§ **Instructions for the task**
Please say how many lines in the records below contain the word "Lutheran", giving the number alone.

Excerpts from a dataset
________________

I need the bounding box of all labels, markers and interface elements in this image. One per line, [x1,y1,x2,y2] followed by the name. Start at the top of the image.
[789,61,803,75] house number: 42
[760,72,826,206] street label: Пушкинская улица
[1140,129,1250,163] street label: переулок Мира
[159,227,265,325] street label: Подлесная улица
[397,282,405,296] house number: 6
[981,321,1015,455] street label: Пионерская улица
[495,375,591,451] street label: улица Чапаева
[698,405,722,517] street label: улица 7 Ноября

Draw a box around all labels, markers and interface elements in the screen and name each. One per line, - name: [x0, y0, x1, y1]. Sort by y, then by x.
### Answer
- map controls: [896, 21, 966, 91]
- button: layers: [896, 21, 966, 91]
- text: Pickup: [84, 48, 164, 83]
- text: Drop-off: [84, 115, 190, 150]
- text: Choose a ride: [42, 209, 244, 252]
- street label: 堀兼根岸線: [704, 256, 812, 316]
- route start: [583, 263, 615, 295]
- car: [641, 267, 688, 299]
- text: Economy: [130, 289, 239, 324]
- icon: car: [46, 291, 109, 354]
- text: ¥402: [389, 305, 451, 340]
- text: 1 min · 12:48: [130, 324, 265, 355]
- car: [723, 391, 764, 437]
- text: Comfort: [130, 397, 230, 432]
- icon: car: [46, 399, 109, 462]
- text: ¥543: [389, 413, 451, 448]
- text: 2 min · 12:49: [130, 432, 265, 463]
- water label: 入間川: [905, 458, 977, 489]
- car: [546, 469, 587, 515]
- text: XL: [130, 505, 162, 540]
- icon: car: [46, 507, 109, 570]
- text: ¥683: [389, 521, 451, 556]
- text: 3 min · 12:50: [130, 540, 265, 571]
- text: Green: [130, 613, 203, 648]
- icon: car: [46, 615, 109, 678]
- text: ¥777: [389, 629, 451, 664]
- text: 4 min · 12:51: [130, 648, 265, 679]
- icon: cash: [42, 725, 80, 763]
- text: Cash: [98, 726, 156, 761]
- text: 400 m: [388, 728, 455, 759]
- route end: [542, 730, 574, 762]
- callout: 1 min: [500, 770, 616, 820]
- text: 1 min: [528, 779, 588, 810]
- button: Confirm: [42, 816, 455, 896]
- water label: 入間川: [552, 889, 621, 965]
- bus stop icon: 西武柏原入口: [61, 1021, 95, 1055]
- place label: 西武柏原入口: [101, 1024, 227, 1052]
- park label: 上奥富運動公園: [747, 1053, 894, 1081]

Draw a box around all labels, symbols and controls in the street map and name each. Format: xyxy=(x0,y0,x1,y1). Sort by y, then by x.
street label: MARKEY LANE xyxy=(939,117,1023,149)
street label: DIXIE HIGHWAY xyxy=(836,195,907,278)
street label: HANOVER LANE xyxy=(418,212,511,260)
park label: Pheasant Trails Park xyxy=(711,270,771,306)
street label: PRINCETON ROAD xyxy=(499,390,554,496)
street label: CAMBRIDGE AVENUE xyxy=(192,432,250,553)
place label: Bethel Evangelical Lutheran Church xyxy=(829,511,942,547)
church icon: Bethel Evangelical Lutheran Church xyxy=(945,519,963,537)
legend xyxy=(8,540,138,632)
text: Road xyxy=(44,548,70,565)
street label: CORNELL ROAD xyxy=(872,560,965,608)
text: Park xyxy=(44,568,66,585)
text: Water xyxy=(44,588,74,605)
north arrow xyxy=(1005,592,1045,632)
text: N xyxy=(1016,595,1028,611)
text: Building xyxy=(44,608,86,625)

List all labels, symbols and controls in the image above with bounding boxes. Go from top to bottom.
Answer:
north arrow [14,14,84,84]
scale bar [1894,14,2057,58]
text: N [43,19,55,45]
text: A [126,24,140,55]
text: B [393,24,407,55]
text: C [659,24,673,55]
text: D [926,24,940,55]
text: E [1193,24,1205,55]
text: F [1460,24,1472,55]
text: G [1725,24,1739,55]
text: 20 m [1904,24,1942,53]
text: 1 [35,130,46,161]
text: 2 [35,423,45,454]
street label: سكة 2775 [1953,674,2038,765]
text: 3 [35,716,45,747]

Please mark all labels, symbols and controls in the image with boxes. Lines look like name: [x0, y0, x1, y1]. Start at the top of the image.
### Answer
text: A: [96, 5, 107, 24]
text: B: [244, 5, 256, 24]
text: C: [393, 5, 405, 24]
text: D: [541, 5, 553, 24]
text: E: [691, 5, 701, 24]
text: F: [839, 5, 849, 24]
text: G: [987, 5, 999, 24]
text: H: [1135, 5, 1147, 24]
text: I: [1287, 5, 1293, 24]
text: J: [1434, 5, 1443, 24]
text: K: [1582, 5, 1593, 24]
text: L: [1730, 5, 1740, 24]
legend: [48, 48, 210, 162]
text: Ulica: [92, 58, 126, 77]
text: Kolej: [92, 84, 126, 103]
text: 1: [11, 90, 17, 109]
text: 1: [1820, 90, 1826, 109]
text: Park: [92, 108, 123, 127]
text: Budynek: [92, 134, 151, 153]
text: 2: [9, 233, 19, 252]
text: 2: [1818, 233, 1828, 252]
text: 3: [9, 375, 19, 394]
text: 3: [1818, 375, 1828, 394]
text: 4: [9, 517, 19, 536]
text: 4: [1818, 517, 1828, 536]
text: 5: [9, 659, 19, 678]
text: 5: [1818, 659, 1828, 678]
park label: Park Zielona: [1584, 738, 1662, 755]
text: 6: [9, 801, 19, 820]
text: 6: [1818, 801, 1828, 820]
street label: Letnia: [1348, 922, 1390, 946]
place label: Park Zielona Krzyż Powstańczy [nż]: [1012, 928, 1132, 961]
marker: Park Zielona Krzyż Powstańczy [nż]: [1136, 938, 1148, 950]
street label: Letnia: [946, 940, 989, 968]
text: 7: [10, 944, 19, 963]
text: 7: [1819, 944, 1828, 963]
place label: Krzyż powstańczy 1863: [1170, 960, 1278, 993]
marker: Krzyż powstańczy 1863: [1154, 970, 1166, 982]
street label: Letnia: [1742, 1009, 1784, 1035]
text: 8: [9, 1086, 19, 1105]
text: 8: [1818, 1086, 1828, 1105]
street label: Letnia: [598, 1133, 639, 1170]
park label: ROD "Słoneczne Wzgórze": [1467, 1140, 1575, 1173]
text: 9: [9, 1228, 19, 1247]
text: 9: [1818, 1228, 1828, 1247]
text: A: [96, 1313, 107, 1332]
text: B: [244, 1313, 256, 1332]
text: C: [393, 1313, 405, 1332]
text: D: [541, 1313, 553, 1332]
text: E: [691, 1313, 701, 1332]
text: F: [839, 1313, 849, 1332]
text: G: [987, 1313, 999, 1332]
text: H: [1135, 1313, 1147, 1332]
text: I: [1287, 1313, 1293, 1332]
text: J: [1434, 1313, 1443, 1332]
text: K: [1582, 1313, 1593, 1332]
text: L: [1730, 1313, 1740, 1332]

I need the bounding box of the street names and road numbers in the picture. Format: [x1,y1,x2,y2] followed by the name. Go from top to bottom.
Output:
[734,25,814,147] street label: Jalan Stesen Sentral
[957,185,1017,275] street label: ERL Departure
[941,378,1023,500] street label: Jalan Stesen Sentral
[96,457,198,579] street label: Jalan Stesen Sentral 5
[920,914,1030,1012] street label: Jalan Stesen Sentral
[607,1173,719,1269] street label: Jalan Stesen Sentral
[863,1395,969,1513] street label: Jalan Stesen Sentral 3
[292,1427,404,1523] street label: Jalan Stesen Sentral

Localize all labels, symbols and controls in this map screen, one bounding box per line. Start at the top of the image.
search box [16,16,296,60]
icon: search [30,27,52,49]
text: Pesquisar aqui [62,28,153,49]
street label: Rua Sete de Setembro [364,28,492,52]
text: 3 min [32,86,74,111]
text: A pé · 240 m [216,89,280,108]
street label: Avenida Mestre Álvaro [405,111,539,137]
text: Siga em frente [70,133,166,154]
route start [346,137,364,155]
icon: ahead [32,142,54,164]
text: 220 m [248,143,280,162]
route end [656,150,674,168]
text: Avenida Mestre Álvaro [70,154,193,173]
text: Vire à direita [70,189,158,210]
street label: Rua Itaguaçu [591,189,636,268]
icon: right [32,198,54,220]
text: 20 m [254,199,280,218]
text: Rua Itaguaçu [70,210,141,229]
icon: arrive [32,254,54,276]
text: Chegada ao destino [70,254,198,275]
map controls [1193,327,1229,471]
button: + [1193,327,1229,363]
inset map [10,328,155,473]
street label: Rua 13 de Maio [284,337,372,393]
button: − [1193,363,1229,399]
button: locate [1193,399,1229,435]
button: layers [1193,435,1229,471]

________________

§ **Written solution**
2